▸ Instructions for the task:
Starting at the first line of the data, print every line up to and including the one with "M 193,156 L 361,162 L 362,164 L 202,198 Z", but no pictures.

▸ Records provided:
○ ○ ○ ○ ○
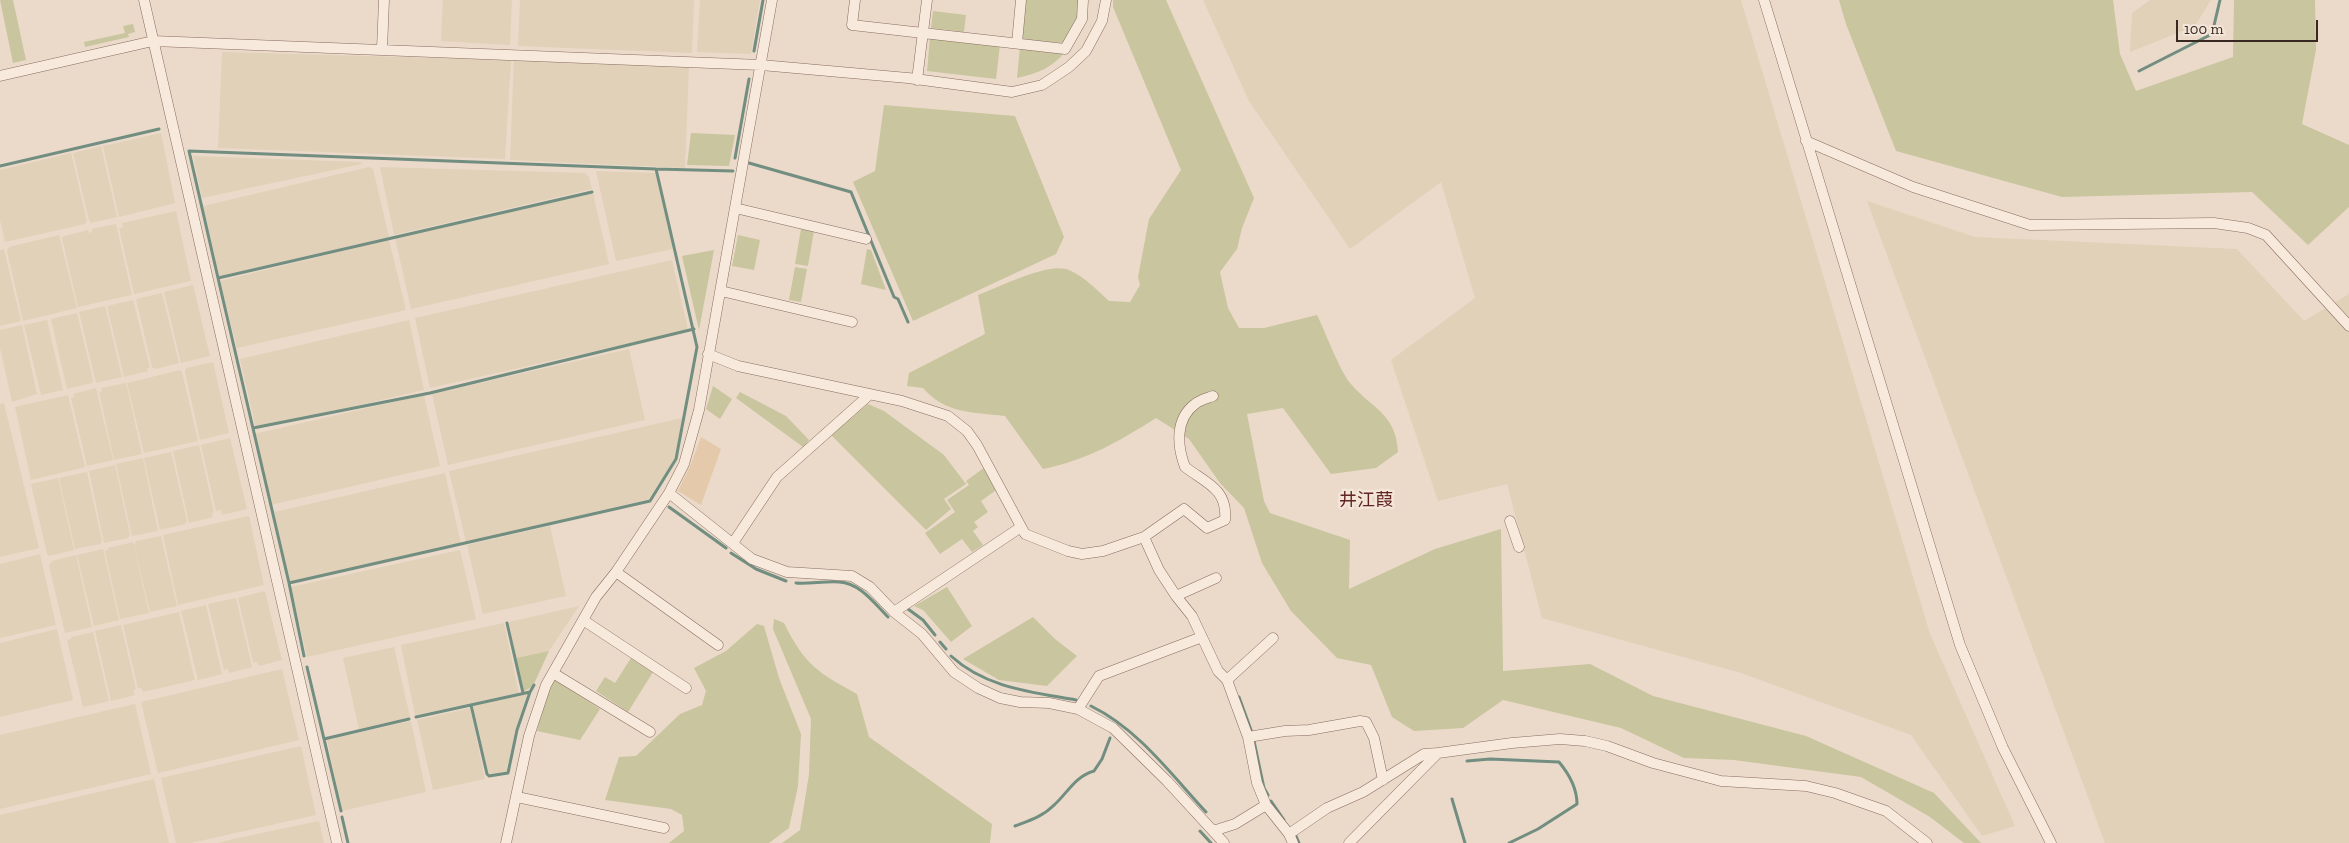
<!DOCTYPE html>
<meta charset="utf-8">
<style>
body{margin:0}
#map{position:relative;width:2349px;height:843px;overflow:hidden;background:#ebdaca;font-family:"Zilla Slab",serif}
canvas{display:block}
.scale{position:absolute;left:2176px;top:20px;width:142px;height:22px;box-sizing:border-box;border:2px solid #382822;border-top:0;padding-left:6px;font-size:15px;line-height:18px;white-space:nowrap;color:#382822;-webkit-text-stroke:4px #f3e6d9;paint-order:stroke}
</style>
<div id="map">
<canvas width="2349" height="843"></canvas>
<div class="scale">100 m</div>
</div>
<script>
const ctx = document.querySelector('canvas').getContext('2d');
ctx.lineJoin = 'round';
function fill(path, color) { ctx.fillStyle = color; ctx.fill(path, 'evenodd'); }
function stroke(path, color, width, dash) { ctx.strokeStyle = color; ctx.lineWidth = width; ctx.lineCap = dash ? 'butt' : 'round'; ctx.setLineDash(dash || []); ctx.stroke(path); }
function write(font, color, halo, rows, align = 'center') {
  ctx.font = font + ' "Zilla Slab","Noto Sans JP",serif'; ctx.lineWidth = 5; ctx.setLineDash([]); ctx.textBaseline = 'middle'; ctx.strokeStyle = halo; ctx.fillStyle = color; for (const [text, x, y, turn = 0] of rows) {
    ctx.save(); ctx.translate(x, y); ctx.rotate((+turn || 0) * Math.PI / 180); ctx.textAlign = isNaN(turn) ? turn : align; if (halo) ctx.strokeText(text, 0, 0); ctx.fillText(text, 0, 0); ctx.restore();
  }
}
const farmland = new Path2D(`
 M 443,0 L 512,0 L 510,45 L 441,41 Z
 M 520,0 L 694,0 L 692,53 L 518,46 Z
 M 700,0 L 760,0 L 751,54 L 697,52 Z
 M 1203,0 L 1741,0 L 1930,634 L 2015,826 L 1982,836 L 1911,735 L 1741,673 L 1542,618 L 1507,484 L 1438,501 L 1391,360 L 1475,298 L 1441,182 L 1350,249 L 1249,101 Z
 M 2150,0 L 2211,0 L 2195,26 L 2130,52 L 2132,13 Z
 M 222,52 L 511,60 L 505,159 L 218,148 Z
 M 514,59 L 689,67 L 685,168 L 510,160 Z
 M 161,133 L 175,203 L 119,217 L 103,146 Z
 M 101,146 L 117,217 L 91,223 L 89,220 L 73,153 Z
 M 71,153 L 87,221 L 85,224 L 5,242 L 0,220 L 0,170 Z
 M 193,156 L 361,162 L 362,164 L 202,198 Z
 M 369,167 L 373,169 L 389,237 L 219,276 L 203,206 Z
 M 380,167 L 585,173 L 589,177 L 592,189 L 394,235 Z
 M 596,171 L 656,173 L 673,249 L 616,261 Z
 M 593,193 L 609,264 L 411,309 L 395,238 Z
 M 1867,201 L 1975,237 L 2237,249 L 2304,321 L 2349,294 L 2349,843 L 2105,843 Z
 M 176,211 L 191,281 L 134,294 L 119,228 L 123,227 L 122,223 Z
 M 116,224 L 132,295 L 78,307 L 62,238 L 65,236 L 88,230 L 89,233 L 92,232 L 92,229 Z
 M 59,235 L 77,308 L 23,321 L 7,251 L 9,247 Z
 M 389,240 L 406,310 L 237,348 L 220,281 Z
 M 4,249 L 21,321 L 0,326 L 0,250 Z
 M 672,260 L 688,330 L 430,388 L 415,318 Z
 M 193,285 L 210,356 L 181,363 L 164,292 Z
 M 162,293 L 179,363 L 156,369 L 152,367 L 136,299 Z
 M 133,300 L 150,368 L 147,368 L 148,371 L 124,377 L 107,306 Z
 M 105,306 L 122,377 L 96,383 L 79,312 Z
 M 77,313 L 93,380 L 92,383 L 67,389 L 51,319 Z
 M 47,320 L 63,390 L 41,395 L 24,325 Z
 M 409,320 L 424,390 L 256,429 L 240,359 Z
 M 22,325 L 37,394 L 12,402 L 0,348 L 0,330 Z
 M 629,349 L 645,420 L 448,465 L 432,394 Z
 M 213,362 L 229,433 L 200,440 L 185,372 L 186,368 Z
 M 180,370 L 182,372 L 198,441 L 144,453 L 127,383 Z
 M 126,383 L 142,454 L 114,460 L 99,392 L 102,391 L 101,388 Z
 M 96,388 L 113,460 L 87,466 L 71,398 L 74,397 L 73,394 Z
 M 68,395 L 85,467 L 31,480 L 15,407 Z
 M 424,395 L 440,466 L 270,505 L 254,434 Z
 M 4,403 L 39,548 L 0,557 L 0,404 Z
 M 682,418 L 675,458 L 649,499 L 466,542 L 449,471 Z
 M 230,438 L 247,509 L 222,515 L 221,510 L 216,511 L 201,445 Z
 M 199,445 L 214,512 L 212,513 L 213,517 L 189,523 L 173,451 Z
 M 171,452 L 187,521 L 185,524 L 160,530 L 144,458 Z
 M 143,458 L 158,531 L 132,536 L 116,464 Z
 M 115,465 L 130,535 L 128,538 L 104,543 L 89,471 Z
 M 87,472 L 102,541 L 100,544 L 75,549 L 59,478 Z
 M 445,473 L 461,544 L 290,583 L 274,512 Z
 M 58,478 L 74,550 L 49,556 L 47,554 L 31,484 Z
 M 249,516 L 264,585 L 178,605 L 163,535 Z
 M 550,526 L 566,596 L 483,614 L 467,545 Z
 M 161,536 L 177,606 L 150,612 L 134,545 L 136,541 Z
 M 133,542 L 149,613 L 120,619 L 105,551 L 108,550 L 108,548 Z
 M 103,549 L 119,620 L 94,626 L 77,555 Z
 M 460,550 L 476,619 L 307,657 L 291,587 Z
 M 40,554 L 56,625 L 0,638 L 0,564 Z
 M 76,555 L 92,627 L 65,633 L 49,566 L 52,561 Z
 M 265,591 L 282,660 L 259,666 L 257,662 L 253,662 L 238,598 Z
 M 236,598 L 252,667 L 229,673 L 228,669 L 224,670 L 208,604 Z
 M 206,605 L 222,674 L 198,680 L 181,611 Z
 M 579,606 L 549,651 L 516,658 L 509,622 Z
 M 179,612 L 195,680 L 143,692 L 141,688 L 138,688 L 123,625 Z
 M 504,623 L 519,693 L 415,715 L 401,645 Z
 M 121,625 L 136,689 L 133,690 L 135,695 L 111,701 L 95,631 Z
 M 57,629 L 73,700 L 0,717 L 0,643 Z
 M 93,632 L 109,701 L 83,707 L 67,640 L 71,639 L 71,637 Z
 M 394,647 L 410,717 L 359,729 L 343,658 Z
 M 282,669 L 299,740 L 158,773 L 141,702 Z
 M 527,694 L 516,728 L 506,773 L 489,775 L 473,706 Z
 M 135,704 L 151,774 L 0,809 L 0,735 Z
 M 470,708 L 485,779 L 433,790 L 417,720 Z
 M 411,721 L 426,792 L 342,811 L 327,740 Z
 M 301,746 L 316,815 L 191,843 L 176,843 L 161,778 Z
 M 154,779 L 169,843 L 0,843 L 0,815 Z
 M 319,821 L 324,843 L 218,843 L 233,839 Z`);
const green = new Path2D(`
 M 0,0 L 13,0 L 26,60 L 13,63 Z
 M 1024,0 L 1079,0 L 1078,17 L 1064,43 L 1020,40 Z
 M 1113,0 L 1166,0 L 1254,198 L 1242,228 L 1237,249 L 1220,272 L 1228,308 L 1239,328 L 1264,328 L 1317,315 C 1325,331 1340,372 1351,384 C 1372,409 1396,413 1398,452 L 1376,468 L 1331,474 L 1283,408 L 1247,414 L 1264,501 L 1270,513 L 1350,540 L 1349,589 L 1435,549 L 1501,529 L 1503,671 L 1590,664 L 1653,696 L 1806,736 L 1934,793 L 1981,843 L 1964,843 L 1930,817 L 1861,777 L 1734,760 L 1684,758 L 1621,728 L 1503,700 L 1463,728 L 1414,731 L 1392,717 L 1371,665 L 1337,658 L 1291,611 L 1262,563 L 1244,508 L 1220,483 L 1189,439 L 1156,418 C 1118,442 1087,460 1043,469 L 1005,416 C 972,412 946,414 923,388 L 907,386 L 909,373 L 985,334 L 978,295 C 1000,287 1044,264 1066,269 C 1082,274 1098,291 1109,301 L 1130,302 L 1140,285 L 1138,277 L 1149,219 L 1181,170 L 1113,7 Z
 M 1839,0 L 2113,0 L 2120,54 L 2136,91 L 2233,57 L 2234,0 L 2315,0 L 2316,50 L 2302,124 L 2349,145 L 2349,207 L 2308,245 L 2252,192 L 2062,197 L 1896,151 L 1846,24 Z
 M 933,11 L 966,15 L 964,32 L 931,28 Z
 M 133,24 L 135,32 L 128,34 L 129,37 L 85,47 L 84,42 L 125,33 L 123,26 Z
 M 930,37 L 1000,45 L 996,79 L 927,71 Z
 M 1020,47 L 1065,52 C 1053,67 1037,74 1017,78 Z
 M 884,105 L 1015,116 L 1064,237 L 1056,254 L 913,321 L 853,182 L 875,171 Z
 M 691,133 L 735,135 L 729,166 L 687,165 Z
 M 801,229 L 814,231 L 808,266 L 795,264 Z
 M 738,235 L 760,240 L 754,270 L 732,266 Z
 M 867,249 L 871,250 L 886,290 L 861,284 Z
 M 714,250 L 699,330 L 682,256 Z
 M 795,267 L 807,269 L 801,302 L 789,300 Z
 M 713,386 L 732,399 L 720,419 L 706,409 Z
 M 740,392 L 786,416 L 809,440 L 803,447 L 736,398 Z
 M 868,404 L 884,411 L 944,455 L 966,484 L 944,499 L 951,509 L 926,530 L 831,435 Z
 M 985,467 L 999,488 L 981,501 L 988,512 L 974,522 L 978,527 L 973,531 L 983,545 L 972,552 L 962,539 L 940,554 L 925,533 L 955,512 L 947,500 L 969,485 L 966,481 Z
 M 947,587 L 972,626 L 951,642 L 923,610 L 914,606 Z
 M 1033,617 L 1055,639 L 1077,656 L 1047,686 L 999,680 L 963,659 Z
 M 774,619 L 784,623 C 805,665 817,672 857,694 L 869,737 L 992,824 L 990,843 L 782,843 L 800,830 L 809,774 L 811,719 L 773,629 Z
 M 757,624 L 764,626 L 779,678 L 801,734 L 798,786 L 789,828 L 769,843 L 669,843 L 684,831 L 682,815 L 671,809 L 605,800 L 619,757 L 636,756 L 680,714 L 702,705 L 706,691 L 694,668 L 726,651 Z
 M 549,651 L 533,686 L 523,692 L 516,658 Z
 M 631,658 L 653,672 L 628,712 L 596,691 L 605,677 L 615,683 Z
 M 555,679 L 600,709 L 580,740 L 537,731 L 546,698 Z`);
const sand = new Path2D(`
 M 701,437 L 721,449 L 701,505 L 678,491 L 691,464 Z`);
const stream = new Path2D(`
 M 754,51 L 763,0
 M 2139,71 L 2212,34 L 2220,0
 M 735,158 L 749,79
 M 749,163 L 851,192 L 894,297 L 898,299 L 908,322
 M 0,166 L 159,129
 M 592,192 L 218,278 L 289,583 L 650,501 L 676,459 L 697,347 L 656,169 L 733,171
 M 218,278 L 189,151 L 656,169
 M 253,428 L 430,393 L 694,329
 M 669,507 L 726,548
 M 731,553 L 756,569 L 786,581
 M 289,583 L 304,656
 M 796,583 C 810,584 825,581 839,582 C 860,583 874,603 888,617
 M 908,609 L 923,620 L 935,635
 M 507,623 L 523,693
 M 940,642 L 946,649
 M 951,656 C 986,688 1032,692 1076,700
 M 307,667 L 341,811
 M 1239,697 L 1251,730
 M 471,705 L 487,774 L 489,776 L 508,773 L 517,730 L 530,692
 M 1091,706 C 1138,729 1170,773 1206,812
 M 416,717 L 530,692 L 534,685
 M 324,739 L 409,719
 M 1254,741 L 1264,788 L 1268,795
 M 1467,761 L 1490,759 L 1559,762 C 1569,774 1577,788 1577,804 L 1538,829 L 1509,843
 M 1452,799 L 1465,843
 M 1271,801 L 1284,820
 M 342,817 L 348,843
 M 1015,826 C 1028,821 1042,817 1053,806 C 1067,794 1075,776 1094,771 L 1102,759 L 1110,738
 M 1200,831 L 1211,843
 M 1296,836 L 1299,843`);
const minor = new Path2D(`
 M 144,0 L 337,843
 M 855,0 L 852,25 L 1065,49 L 1082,19 L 1083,0
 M 1764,0 L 1960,645 L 2003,748 L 2051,843
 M 1017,43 L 1021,0
 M 382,49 L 384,0
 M 0,76 L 153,41 L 761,65 L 908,78 L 1012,92 L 1042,85 L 1069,67 L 1086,51 L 1102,21 L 1106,0
 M 917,80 L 927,0
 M 1806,141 L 1913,187 L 2030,225 L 2214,223 L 2248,228 L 2266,235 L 2349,326
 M 735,208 L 866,239
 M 721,291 L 852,322
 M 708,354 L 738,366 L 902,401 L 948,416 L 967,431 L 977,445 L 1025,534 L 1068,551 L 1082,554 L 1103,551 L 1144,537 L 1184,509 L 1207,528 L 1225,520 C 1228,489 1206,483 1185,467 C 1177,446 1175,419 1195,404 C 1200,400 1208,398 1213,396
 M 669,493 L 752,559 L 787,572 L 852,576 L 870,587 L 894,612 L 922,634 L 954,672 L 978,688 L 1000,698 L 1020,702 L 1049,703 L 1078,709 L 1113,728 L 1167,781 L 1224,843
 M 1510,521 L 1519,547
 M 1144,537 L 1159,570 L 1176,596 L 1192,616 L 1218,671 L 1227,680 L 1248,737 L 1257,783 L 1266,805 L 1289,834 L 1293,843
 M 733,543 L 777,477 L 868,396
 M 616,572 L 718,645
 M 1176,596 L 1216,578
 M 894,612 L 1021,527
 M 583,620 L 686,688
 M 553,673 L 650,732
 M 1227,680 L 1273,638
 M 1078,709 L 1099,676 L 1202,637
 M 1248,737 L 1285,731 L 1309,730 L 1360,721 L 1366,722 L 1374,738 L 1383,780
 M 517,797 L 664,828
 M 1213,831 L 1235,824 L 1266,805
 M 1289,834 L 1327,808 L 1363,792 L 1424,754 L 1438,753
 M 506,843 L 529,736 L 546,685 L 596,597 L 616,572 L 669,493 L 684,464 L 699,410 L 772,0
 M 1349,843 L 1438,753 L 1512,743 L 1560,739 L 1585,741 L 1607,746 L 1653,763 L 1721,781 L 1806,786 L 1835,793 L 1886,811 L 1927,843`);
const quarterNames = [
 ["井江葭",1366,501]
];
fill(farmland, '#e0d1b8');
fill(green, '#c9c59e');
fill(sand, '#e4c9aa');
stroke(stream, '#718e81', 3);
stroke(minor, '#876c5f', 11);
stroke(minor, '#f7e9dc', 10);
write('18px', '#612525', '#f3e6d9', quarterNames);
</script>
○ ○ ○ ○ ○
▸ Exercise output:
<!DOCTYPE html>
<meta charset="utf-8">
<style>
body{margin:0}
#map{position:relative;width:2349px;height:843px;overflow:hidden;background:#ebdaca;font-family:"Zilla Slab",serif}
canvas{display:block}
.scale{position:absolute;left:2176px;top:20px;width:142px;height:22px;box-sizing:border-box;border:2px solid #382822;border-top:0;padding-left:6px;font-size:15px;line-height:18px;white-space:nowrap;color:#382822;-webkit-text-stroke:4px #f3e6d9;paint-order:stroke}
</style>
<div id="map">
<canvas width="2349" height="843"></canvas>
<div class="scale">100 m</div>
</div>
<script>
const ctx = document.querySelector('canvas').getContext('2d');
ctx.lineJoin = 'round';
function fill(path, color) { ctx.fillStyle = color; ctx.fill(path, 'evenodd'); }
function stroke(path, color, width, dash) { ctx.strokeStyle = color; ctx.lineWidth = width; ctx.lineCap = dash ? 'butt' : 'round'; ctx.setLineDash(dash || []); ctx.stroke(path); }
function write(font, color, halo, rows, align = 'center') {
  ctx.font = font + ' "Zilla Slab","Noto Sans JP",serif'; ctx.lineWidth = 5; ctx.setLineDash([]); ctx.textBaseline = 'middle'; ctx.strokeStyle = halo; ctx.fillStyle = color; for (const [text, x, y, turn = 0] of rows) {
    ctx.save(); ctx.translate(x, y); ctx.rotate((+turn || 0) * Math.PI / 180); ctx.textAlign = isNaN(turn) ? turn : align; if (halo) ctx.strokeText(text, 0, 0); ctx.fillText(text, 0, 0); ctx.restore();
  }
}
const farmland = new Path2D(`
 M 443,0 L 512,0 L 510,45 L 441,41 Z
 M 520,0 L 694,0 L 692,53 L 518,46 Z
 M 700,0 L 760,0 L 751,54 L 697,52 Z
 M 1203,0 L 1741,0 L 1930,634 L 2015,826 L 1982,836 L 1911,735 L 1741,673 L 1542,618 L 1507,484 L 1438,501 L 1391,360 L 1475,298 L 1441,182 L 1350,249 L 1249,101 Z
 M 2150,0 L 2211,0 L 2195,26 L 2130,52 L 2132,13 Z
 M 222,52 L 511,60 L 505,159 L 218,148 Z
 M 514,59 L 689,67 L 685,168 L 510,160 Z
 M 161,133 L 175,203 L 119,217 L 103,146 Z
 M 101,146 L 117,217 L 91,223 L 89,220 L 73,153 Z
 M 71,153 L 87,221 L 85,224 L 5,242 L 0,220 L 0,170 Z
 M 193,156 L 361,162 L 362,164 L 202,198 Z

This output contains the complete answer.